Jos Verstappen reckons his son Max would have been just as good as he is today racing the more physical cars of the late 90s and early 2000s.
The Red Bull driver's father competed in F1 between 1994 and 2003, when the sport's V8 and V10-powered machines were designed to a basic level of sophistication.
Smaller, lighter and nimbler than today's ultra-complex hybrid cars, F1's chargers back then were not as fast as their present-day counterparts, but they nevertheless required a lot of muscle.
Speaking to former F1 rival David Coulthard in an interview for sponsor CarNext, Jos Verstappen was asked how his son would have fared in a high-strung machine from his and the Scot's era.
"It was definitely more physical, for your arms and things like that," Verstappen Sr. said.
"I think they were more nervous. We were fighting the car more, also because I think they were not so balanced in those days. Definitely more challenging in our time, it was tougher.
"But the G-forces they do today are higher than in our time.
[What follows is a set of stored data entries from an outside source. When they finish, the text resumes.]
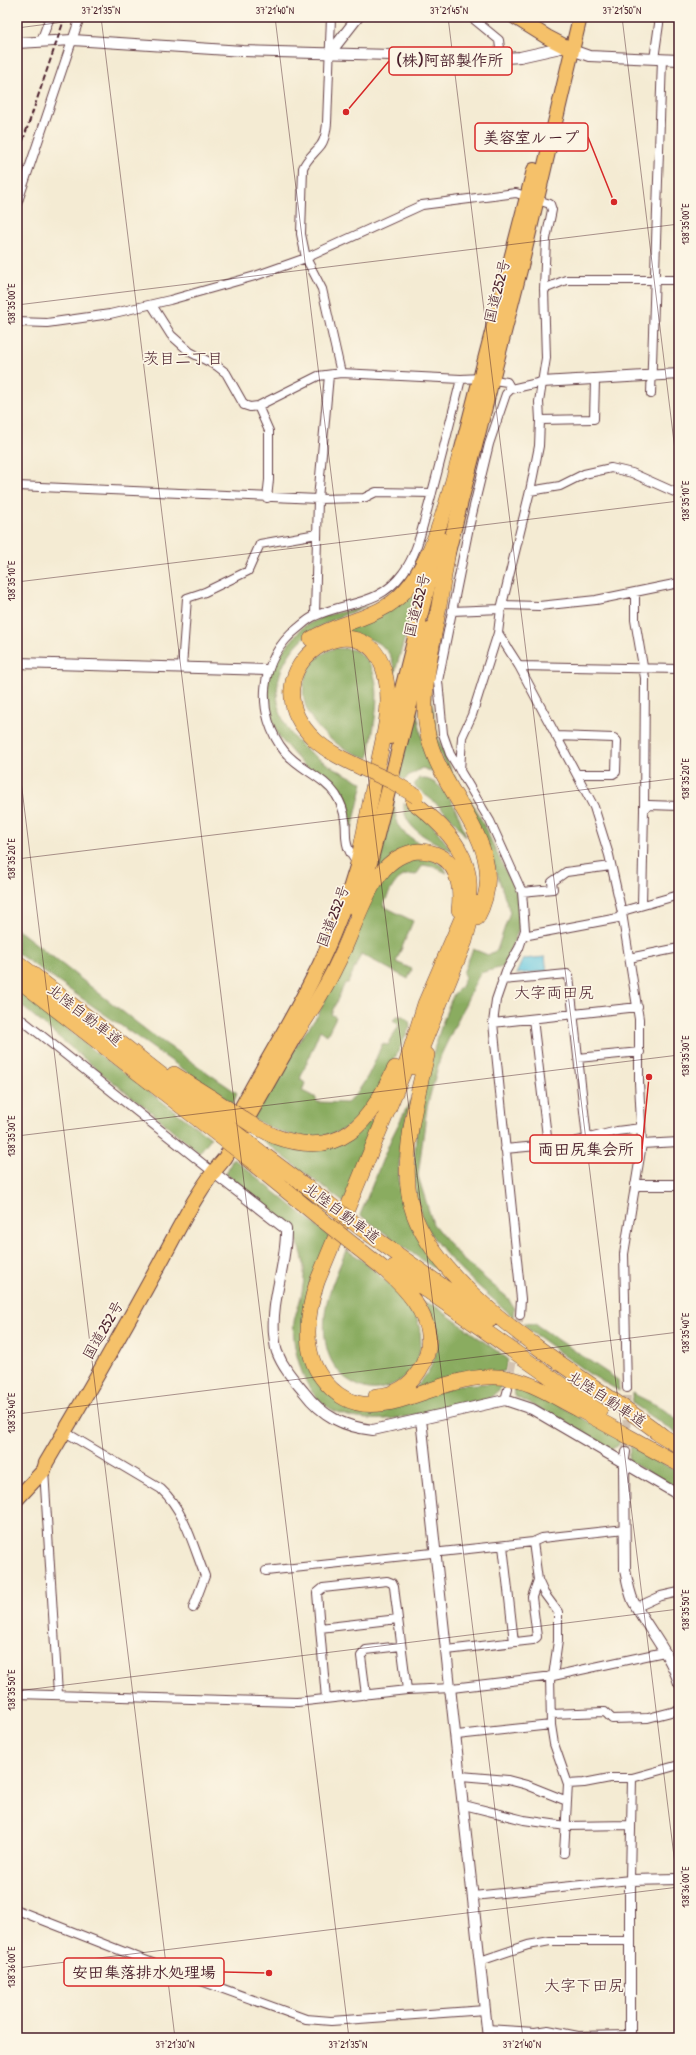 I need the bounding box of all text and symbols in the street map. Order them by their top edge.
text: 37°21'35"N [82,4,120,17]
text: 37°21'40"N [256,4,294,17]
text: 37°21'45"N [430,4,468,17]
text: 37°21'50"N [603,4,641,17]
callout: (株)阿部製作所 [389,47,512,75]
text: (株)阿部製作所 [396,49,504,71]
callout: 美容室ループ [475,123,588,151]
text: 美容室ループ [483,126,579,148]
text: 138°35'00"E [679,203,692,245]
street label: 国道252号 [478,257,515,325]
text: 138°35'00"E [5,283,18,325]
district label: 茨目二丁目 [143,347,223,369]
text: 138°35'10"E [679,480,692,521]
text: 138°35'10"E [5,560,18,601]
street label: 国道252号 [398,571,435,639]
text: 138°35'20"E [679,758,692,800]
text: 138°35'20"E [5,838,18,880]
street label: 国道252号 [311,882,354,950]
street label: 北陸自動車道 [43,979,127,1051]
district label: 大字両田尻 [514,981,594,1003]
text: 138°35'30"E [679,1035,692,1077]
text: 138°35'30"E [5,1115,18,1157]
callout: 両田尻集会所 [530,1135,642,1163]
text: 両田尻集会所 [538,1138,634,1160]
street label: 北陸自動車道 [300,1177,385,1248]
street label: 国道252号 [77,1296,128,1363]
text: 138°35'40"E [679,1312,692,1353]
street label: 北陸自動車道 [564,1365,651,1432]
text: 138°35'40"E [5,1392,18,1433]
text: 138°35'50"E [679,1589,692,1631]
text: 138°35'50"E [5,1669,18,1711]
text: 138°36'00"E [679,1866,692,1908]
text: 138°36'00"E [5,1946,18,1988]
callout: 安田集落排水処理場 [64,1958,224,1986]
text: 安田集落排水処理場 [72,1961,216,1983]
district label: 大字下田尻 [544,1974,624,1996]
text: 37°21'30"N [155,2038,195,2051]
text: 37°21'35"N [329,2038,367,2051]
text: 37°21'40"N [503,2038,541,2051]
But knowing him [Max], I think he would have adapted to the cars of our time."
Verstappen Jr. admitted it was a difficult question to answer, but the 23-year-old believes skills and talent can be transposed when genuine.
"To be honest, I think if you're good you can adapt to any car," said Max. "If it's a Formula 1 car or a GT car, you just have to adapt to the situation.
"And even now, when I started in 2015 to the car we have now, It's quite different. Also, the way you were driving it was quite different. You adjust yourself to it hopefully."
Coulthard suggested that the cars from yesteryear were also more difficult to race, or at least required more force and endurance compared to today's generation of racers.
"I sometimes had a very hard time," admitted Jos Verstappen. "Brazil was for me the toughest: no power-steering, left-hand circuit… it was very difficult. Because the neck is tired, the shoulders are tired, I couldn't even move after the race."
However, the one-time Grand Prix driver acknowledged that his contemporaries are a lot better prepared physically than he ever was back in the day.
"I didn't have a trainer at home at the time, I was always relying on myself," he added. "It was definitely not as professional as the work they do today."
Indeed, Coulthard noted that Max Verstappen appears to hardly ever break out a sweat, appearing as fresh as a daisy after an afternoon of racing.
"Even in like F3, I never really struggled," commented Verstappen. "But for sure the power-steering helps a lot because it takes a lot of force away from the shoulders, and of course when the shoulders get tired, it's going through your neck, so that helps.
"I also think the way of training my neck these days - you know I have this kind of harness; it seems like it's very effective - that is working quite well.
"Some people just struggle more with their neck even if they train quite hard, it just depends on the length of your neck and of course how heavy your head is. It does make a difference, but luckily no issues there."